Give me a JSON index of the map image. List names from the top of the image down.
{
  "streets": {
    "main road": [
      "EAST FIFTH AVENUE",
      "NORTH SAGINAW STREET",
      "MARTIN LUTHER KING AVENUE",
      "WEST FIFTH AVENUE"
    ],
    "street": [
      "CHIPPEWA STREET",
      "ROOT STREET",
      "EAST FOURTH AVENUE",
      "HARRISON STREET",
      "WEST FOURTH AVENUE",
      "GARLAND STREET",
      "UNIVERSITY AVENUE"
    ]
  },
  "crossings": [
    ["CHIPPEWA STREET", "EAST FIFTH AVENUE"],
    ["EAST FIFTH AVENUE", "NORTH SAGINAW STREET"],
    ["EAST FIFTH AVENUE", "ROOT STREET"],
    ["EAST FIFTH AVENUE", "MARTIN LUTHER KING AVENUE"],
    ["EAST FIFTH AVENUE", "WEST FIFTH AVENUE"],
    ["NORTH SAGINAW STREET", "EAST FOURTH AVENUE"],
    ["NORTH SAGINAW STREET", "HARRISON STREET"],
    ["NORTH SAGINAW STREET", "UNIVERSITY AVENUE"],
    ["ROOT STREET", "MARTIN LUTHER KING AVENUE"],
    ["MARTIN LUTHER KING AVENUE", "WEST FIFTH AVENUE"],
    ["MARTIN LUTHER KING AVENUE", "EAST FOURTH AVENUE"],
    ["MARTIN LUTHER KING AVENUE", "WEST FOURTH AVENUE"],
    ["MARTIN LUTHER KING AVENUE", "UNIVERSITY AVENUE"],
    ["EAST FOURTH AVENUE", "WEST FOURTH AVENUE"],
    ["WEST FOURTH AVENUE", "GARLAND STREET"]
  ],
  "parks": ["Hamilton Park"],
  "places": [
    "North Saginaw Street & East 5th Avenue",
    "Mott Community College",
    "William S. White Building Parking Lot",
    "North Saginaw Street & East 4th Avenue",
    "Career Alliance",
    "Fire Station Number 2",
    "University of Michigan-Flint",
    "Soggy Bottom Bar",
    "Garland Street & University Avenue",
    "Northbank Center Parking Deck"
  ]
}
──────
# [PROBLEM TO SOLVE]
Each entry needs to be written out again, exactly as given.

# [REPLY TO THE TASK]
Give me a JSON index of the map image. List names from the top of the image down.
{
  "streets": {
    "main road": [
      "EAST FIFTH AVENUE",
      "NORTH SAGINAW STREET",
      "MARTIN LUTHER KING AVENUE",
      "WEST FIFTH AVENUE"
    ],
    "street": [
      "CHIPPEWA STREET",
      "ROOT STREET",
      "EAST FOURTH AVENUE",
      "HARRISON STREET",
      "WEST FOURTH AVENUE",
      "GARLAND STREET",
      "UNIVERSITY AVENUE"
    ]
  },
  "crossings": [
    ["CHIPPEWA STREET", "EAST FIFTH AVENUE"],
    ["EAST FIFTH AVENUE", "NORTH SAGINAW STREET"],
    ["EAST FIFTH AVENUE", "ROOT STREET"],
    ["EAST FIFTH AVENUE", "MARTIN LUTHER KING AVENUE"],
    ["EAST FIFTH AVENUE", "WEST FIFTH AVENUE"],
    ["NORTH SAGINAW STREET", "EAST FOURTH AVENUE"],
    ["NORTH SAGINAW STREET", "HARRISON STREET"],
    ["NORTH SAGINAW STREET", "UNIVERSITY AVENUE"],
    ["ROOT STREET", "MARTIN LUTHER KING AVENUE"],
    ["MARTIN LUTHER KING AVENUE", "WEST FIFTH AVENUE"],
    ["MARTIN LUTHER KING AVENUE", "EAST FOURTH AVENUE"],
    ["MARTIN LUTHER KING AVENUE", "WEST FOURTH AVENUE"],
    ["MARTIN LUTHER KING AVENUE", "UNIVERSITY AVENUE"],
    ["EAST FOURTH AVENUE", "WEST FOURTH AVENUE"],
    ["WEST FOURTH AVENUE", "GARLAND STREET"]
  ],
  "parks": ["Hamilton Park"],
  "places": [
    "North Saginaw Street & East 5th Avenue",
    "Mott Community College",
    "William S. White Building Parking Lot",
    "North Saginaw Street & East 4th Avenue",
    "Career Alliance",
    "Fire Station Number 2",
    "University of Michigan-Flint",
    "Soggy Bottom Bar",
    "Garland Street & University Avenue",
    "Northbank Center Parking Deck"
  ]
}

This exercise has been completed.